Assigned task ▸
Within these entries, which lines include the string "aloalo"? Copy each one.

(Saved data entries)
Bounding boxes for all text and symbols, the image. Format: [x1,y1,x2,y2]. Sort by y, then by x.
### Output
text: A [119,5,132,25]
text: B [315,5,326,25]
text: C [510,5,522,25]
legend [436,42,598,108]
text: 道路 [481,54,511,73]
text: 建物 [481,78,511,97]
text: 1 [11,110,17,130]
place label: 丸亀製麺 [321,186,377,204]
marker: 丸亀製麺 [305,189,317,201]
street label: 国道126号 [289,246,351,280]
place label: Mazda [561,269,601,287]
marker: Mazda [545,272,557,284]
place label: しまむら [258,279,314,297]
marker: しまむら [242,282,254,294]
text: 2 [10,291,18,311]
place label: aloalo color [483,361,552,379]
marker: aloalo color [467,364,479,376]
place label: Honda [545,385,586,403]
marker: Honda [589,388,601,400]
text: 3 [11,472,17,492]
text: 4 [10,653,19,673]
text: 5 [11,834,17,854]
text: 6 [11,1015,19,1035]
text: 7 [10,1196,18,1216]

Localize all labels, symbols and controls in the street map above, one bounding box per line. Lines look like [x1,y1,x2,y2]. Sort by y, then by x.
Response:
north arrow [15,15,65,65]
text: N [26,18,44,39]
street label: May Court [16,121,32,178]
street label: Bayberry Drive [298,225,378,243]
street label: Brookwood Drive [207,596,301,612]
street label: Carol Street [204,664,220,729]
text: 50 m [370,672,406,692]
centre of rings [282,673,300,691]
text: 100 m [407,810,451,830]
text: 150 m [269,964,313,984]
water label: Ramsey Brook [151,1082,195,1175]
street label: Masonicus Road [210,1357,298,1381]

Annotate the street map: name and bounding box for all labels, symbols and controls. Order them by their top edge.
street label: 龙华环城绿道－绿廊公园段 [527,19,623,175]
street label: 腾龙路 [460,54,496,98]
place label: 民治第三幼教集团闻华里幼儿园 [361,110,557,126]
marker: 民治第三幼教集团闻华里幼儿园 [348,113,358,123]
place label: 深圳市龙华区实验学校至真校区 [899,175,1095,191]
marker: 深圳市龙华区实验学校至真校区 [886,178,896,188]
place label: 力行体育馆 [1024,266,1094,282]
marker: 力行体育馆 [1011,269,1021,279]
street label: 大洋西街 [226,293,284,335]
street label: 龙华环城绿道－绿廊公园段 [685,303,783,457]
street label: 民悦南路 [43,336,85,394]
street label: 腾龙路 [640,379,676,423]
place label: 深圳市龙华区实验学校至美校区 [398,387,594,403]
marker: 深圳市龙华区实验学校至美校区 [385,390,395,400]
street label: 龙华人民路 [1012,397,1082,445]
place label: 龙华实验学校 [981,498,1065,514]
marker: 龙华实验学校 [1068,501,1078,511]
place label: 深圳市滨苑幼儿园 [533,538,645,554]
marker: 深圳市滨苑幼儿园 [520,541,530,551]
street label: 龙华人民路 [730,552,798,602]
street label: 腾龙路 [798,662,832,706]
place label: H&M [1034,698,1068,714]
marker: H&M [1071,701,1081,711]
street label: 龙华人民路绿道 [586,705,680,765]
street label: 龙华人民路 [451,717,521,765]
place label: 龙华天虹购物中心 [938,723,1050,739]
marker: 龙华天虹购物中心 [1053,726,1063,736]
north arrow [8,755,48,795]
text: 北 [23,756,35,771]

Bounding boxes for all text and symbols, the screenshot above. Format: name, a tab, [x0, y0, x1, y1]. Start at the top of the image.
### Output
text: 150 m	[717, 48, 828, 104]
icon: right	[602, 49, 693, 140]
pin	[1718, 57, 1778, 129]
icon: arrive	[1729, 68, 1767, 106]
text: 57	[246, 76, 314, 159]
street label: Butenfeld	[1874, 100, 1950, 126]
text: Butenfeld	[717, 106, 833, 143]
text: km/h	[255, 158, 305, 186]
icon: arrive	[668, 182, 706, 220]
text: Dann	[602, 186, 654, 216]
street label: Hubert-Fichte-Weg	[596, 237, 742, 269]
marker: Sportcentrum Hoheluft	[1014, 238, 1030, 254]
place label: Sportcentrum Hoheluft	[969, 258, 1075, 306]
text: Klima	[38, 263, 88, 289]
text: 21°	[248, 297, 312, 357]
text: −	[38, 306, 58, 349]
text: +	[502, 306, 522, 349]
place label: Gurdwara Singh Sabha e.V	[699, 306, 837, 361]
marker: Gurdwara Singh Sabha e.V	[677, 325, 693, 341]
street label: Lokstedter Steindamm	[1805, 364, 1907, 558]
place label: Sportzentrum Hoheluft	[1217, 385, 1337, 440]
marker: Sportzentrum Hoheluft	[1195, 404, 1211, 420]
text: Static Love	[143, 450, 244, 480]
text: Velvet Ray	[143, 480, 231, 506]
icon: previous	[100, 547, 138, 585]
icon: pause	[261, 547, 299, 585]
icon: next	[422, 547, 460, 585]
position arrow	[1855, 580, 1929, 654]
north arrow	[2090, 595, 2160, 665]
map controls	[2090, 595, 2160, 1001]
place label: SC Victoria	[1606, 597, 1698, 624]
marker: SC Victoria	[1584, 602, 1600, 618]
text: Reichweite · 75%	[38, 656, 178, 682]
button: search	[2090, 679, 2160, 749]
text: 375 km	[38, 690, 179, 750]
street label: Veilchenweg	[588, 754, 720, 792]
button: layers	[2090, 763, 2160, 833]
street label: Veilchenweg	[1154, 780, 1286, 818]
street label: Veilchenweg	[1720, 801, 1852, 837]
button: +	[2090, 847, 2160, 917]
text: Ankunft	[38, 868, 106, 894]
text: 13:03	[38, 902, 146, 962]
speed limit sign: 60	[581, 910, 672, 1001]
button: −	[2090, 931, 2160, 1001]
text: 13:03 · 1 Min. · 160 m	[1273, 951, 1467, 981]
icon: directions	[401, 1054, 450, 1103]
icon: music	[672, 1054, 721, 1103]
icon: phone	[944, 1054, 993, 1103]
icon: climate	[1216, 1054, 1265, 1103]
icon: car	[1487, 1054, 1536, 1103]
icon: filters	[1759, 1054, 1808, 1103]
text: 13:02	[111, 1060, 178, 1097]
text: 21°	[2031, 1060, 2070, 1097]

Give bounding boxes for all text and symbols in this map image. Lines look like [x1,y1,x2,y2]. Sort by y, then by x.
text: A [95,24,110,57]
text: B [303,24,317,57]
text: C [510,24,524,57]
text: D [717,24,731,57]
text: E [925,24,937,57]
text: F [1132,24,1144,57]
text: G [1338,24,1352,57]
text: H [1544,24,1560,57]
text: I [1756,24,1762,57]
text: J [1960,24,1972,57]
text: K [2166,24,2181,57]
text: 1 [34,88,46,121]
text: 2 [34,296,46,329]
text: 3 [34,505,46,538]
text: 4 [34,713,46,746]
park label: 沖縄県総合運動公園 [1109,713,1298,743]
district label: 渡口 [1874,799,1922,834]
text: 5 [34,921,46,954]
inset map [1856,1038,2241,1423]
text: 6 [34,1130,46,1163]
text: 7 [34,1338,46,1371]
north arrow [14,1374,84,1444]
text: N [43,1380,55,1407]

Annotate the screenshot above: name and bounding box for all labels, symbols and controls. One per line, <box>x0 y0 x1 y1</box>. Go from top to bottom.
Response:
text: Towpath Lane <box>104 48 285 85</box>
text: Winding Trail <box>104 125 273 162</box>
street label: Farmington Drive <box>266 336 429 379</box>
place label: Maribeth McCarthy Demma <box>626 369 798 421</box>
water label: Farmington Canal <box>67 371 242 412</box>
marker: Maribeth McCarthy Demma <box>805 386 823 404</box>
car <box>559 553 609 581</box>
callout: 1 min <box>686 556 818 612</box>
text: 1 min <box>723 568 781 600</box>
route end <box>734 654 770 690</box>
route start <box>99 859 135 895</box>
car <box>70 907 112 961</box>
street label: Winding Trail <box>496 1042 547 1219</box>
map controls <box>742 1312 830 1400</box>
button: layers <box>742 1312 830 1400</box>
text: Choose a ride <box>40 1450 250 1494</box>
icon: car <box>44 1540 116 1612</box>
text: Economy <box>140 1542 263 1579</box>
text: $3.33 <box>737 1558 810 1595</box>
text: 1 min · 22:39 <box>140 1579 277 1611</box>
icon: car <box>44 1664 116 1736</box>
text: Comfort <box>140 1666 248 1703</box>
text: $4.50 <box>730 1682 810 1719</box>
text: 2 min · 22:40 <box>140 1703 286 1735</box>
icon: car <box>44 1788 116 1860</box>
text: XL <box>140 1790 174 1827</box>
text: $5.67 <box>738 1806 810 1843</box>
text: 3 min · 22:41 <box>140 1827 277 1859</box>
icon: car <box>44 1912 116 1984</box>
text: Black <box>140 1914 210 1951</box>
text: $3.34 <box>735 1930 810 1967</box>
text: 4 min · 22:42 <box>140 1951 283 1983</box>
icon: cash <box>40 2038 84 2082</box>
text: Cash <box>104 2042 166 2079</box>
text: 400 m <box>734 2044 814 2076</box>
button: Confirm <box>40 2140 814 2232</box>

Response for this exercise ▸
place label: aloalo color [483,361,552,379]
marker: aloalo color [467,364,479,376]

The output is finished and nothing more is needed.